Plot: How do you kill something that's already dead? That's the question Billy Chong faces when he goes up against the "Kung Fu Zombie". Billy's father crosses the wrong exorcist, and there's hell to pay. The evil priest unleashes an army of the undead against Chong's family, lead by the Mad Korean Kwan Yun Moon ("Project A", "Master With Cracked Fingers").

Availability: This title is available at HKflix.com


JOSEPH KUBY'S REVIEW: This is a good example of low budget cinema (and Hong Kong cinema) in that imagination seems to abound from the fact that the film is low budget. Take, for instance, a quote from Halliwell's Film Guide which hinted that The Big Boss was possibly Bruce Lee's best film. This is probably because the low budget nature of the film gave Lee more presence and relied more on his acting ability.

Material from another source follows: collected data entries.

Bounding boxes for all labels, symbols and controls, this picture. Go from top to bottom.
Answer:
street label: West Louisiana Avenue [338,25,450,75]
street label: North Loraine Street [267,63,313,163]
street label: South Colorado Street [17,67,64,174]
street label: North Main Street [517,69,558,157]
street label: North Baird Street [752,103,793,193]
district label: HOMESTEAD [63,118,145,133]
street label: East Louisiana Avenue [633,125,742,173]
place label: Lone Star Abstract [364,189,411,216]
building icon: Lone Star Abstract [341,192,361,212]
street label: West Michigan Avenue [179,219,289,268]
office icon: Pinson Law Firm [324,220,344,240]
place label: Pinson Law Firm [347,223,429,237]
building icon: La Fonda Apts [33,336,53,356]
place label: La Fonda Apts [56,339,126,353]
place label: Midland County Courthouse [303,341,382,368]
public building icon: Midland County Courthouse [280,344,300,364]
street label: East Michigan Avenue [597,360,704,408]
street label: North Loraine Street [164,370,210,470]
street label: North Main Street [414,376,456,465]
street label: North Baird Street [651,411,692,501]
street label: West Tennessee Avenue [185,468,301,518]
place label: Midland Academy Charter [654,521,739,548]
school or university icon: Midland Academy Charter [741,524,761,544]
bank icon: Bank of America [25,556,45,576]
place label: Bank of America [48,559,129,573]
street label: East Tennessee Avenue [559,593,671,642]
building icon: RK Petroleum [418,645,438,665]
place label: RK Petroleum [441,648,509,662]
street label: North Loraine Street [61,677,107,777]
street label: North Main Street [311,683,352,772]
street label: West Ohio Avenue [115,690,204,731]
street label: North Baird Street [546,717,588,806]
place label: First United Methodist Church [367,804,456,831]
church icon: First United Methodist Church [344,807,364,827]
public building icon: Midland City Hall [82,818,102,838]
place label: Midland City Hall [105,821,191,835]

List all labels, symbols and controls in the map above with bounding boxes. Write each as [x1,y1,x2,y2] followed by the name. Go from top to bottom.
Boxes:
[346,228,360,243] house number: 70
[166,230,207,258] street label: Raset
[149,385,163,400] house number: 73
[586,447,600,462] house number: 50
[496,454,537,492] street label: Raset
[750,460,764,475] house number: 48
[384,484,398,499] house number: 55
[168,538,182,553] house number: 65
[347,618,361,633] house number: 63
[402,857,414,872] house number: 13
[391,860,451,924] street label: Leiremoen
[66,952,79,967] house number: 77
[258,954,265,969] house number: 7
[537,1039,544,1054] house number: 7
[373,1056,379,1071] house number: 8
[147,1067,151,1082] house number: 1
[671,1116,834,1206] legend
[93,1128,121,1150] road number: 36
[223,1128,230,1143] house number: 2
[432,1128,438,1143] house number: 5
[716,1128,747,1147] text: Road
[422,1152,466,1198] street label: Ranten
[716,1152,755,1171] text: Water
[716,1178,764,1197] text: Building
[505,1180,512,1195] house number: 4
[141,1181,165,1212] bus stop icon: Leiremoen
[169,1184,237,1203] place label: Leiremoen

Kung Fu Zombie was a hit in the year of 1981. It made HK$ 2,237,587. It performed better at the box office than some films that were more luxurious. These films being Notorious Eight, Tower of Death, Brave Archer Part III, Sword Stained with Royal Blood and Masked Avengers. Fellow martial arts cheapie Enter the Game of Death had not done as well as its spiritual brethren.

Kung Fu Zombie was far from being a very big hit as there were other films whose box office returns had strongly overwhelmed it. The box office take of Security Unlimited (HK$ 17,769,048), My Young Auntie, Lion vs. Lion, The Club, The Story of Woo Viet, Return of the Sentimental Swordsman, Martial Club, Challenge of the Gamesters, Laughing Times, Dreadnought and All the Wrong Clues made Kung Fu Zombie seem like a minor distraction.

Even though the film may seem little more than a cash-in on Sammo Hung's Close Encounters of the Spooky Kind (it was released in cinemas one month month after Sammo's movie), the film has a very strong sense of style. The editing, in particular, is cleverly done and highly cutting-edge. We're talking avant-garde film-making here. Of particular note is a scene in which the 'zombie' of the title (really a vampire) kills off a person near the end of the film in a frenziedly shot manner which surely must have inspired Sam Raimi's editing style for Evil Dead (which was released in cinemas two years after Kung Fu Zombie).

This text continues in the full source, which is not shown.